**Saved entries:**
******************************

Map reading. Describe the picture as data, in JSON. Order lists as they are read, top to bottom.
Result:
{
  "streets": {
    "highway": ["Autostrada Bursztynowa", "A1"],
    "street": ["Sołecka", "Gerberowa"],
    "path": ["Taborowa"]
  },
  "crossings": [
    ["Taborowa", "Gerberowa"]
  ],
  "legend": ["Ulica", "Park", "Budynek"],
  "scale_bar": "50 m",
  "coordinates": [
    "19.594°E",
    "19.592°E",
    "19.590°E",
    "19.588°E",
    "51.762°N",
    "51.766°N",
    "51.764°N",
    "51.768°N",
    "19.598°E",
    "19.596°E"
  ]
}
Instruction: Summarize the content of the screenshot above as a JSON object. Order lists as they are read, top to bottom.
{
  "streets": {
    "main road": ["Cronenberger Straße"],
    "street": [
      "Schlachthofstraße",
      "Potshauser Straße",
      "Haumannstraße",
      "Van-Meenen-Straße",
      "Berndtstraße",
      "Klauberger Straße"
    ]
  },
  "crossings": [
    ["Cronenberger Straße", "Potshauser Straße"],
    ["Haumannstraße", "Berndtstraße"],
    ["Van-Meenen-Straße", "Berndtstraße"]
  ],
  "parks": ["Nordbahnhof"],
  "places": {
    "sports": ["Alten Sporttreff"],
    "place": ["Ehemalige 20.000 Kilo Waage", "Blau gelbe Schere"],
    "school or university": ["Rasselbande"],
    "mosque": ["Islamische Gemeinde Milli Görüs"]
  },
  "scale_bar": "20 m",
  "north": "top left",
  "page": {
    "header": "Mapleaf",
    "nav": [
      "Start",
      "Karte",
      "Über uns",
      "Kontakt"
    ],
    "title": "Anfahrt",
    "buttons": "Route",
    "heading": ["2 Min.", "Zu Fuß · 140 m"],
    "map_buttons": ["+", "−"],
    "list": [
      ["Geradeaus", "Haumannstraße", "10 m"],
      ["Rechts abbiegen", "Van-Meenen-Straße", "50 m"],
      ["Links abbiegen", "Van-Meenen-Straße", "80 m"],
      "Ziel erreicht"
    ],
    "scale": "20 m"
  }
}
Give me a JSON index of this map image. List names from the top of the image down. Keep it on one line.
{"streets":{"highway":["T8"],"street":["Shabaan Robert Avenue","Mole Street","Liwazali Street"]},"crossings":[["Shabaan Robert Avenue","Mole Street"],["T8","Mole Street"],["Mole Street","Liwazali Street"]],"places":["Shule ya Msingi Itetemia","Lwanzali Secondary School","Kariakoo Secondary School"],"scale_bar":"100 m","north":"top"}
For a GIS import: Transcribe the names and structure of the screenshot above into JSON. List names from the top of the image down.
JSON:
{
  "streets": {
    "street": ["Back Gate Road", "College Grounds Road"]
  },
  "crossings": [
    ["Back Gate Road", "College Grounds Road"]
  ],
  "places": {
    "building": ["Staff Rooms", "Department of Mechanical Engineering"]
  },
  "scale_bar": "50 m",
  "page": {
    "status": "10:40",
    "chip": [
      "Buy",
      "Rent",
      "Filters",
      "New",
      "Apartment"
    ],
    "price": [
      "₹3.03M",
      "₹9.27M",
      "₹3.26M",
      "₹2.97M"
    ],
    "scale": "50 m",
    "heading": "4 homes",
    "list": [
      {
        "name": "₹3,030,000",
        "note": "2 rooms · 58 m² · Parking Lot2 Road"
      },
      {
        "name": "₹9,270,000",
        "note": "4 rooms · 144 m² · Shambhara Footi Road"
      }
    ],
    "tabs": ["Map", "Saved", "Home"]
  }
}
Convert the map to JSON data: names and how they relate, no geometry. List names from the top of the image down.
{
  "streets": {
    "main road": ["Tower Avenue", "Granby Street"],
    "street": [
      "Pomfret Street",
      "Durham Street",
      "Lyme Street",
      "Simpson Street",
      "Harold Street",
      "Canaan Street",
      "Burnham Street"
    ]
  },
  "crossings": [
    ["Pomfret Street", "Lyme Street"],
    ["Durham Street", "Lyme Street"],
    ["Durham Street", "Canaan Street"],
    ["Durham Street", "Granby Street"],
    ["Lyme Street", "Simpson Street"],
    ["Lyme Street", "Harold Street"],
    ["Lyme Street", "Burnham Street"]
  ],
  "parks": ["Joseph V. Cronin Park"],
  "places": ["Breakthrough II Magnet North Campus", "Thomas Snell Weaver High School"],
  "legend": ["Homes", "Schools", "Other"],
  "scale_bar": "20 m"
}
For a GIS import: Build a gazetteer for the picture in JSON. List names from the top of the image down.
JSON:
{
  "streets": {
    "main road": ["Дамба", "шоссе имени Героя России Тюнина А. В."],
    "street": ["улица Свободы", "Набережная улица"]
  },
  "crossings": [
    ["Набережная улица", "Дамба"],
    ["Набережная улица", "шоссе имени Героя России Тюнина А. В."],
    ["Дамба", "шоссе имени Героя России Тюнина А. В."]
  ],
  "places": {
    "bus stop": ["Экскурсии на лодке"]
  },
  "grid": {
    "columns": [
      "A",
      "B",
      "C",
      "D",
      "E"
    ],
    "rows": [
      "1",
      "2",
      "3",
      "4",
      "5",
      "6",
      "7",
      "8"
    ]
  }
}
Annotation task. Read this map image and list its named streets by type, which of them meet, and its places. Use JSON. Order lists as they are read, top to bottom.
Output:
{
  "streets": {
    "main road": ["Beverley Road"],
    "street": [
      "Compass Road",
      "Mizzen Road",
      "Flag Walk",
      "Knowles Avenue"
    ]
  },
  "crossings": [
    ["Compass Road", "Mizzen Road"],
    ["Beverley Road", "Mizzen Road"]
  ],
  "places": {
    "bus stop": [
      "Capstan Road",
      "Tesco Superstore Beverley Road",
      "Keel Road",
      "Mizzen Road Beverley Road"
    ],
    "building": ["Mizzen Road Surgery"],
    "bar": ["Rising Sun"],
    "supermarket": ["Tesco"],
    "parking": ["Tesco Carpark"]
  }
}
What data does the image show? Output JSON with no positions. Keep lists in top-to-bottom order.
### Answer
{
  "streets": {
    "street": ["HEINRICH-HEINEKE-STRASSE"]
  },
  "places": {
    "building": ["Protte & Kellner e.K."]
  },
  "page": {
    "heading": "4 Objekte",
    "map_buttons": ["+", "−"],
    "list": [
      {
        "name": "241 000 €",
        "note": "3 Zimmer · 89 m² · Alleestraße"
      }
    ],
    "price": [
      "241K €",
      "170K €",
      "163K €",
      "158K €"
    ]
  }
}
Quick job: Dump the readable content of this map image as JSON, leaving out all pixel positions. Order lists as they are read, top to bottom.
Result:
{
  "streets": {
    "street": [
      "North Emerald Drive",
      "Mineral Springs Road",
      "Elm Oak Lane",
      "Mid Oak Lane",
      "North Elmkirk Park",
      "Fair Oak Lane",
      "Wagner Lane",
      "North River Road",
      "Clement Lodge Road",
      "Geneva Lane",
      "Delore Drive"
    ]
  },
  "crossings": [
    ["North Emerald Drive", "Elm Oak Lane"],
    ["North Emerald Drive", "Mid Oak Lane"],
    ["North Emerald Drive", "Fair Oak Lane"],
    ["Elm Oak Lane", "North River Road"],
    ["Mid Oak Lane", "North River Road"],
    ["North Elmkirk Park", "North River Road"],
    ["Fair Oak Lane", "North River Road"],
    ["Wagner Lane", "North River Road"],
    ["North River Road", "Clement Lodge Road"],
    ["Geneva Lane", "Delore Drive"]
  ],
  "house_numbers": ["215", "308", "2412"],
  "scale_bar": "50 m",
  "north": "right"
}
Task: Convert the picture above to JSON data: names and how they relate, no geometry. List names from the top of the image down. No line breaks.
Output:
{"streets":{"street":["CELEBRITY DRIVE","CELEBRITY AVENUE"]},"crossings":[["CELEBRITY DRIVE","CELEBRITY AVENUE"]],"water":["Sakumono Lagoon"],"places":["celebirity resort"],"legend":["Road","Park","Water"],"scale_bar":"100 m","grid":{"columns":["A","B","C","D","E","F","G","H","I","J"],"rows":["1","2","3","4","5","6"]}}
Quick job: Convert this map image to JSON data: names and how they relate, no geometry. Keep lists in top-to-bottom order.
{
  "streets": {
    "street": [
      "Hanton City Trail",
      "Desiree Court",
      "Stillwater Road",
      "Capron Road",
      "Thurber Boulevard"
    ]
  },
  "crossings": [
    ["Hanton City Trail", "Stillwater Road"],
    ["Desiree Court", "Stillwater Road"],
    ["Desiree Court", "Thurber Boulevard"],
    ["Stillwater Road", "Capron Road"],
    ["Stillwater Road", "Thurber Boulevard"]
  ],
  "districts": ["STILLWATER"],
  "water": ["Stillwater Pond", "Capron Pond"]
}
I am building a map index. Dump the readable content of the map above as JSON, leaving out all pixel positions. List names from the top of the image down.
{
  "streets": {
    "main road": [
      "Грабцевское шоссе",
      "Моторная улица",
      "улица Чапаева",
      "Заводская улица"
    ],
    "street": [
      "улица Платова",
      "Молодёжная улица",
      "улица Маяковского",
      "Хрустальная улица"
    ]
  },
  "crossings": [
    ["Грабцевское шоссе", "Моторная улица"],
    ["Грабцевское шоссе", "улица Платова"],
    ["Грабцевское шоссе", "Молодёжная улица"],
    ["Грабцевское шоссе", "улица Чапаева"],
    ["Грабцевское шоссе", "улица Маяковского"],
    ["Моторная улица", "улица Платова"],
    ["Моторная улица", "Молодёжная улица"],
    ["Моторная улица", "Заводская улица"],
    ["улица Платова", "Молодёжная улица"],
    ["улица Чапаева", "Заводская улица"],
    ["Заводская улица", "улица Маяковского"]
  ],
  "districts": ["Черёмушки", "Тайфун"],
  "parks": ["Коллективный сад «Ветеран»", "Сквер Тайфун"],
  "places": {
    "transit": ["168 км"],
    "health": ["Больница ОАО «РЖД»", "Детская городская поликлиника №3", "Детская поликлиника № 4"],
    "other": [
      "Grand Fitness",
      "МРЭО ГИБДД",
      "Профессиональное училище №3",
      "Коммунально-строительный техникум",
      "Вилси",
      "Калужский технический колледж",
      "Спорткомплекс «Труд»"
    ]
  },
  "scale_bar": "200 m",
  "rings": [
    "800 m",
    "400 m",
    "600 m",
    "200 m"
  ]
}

******************************

**What the exercise asks:** The expected answer is every line above in which the word "import" appears.

**Problem solution:**
For a GIS import: Transcribe the names and structure of the screenshot above into JSON. List names from the top of the image down.
For a GIS import: Build a gazetteer for the picture in JSON. List names from the top of the image down.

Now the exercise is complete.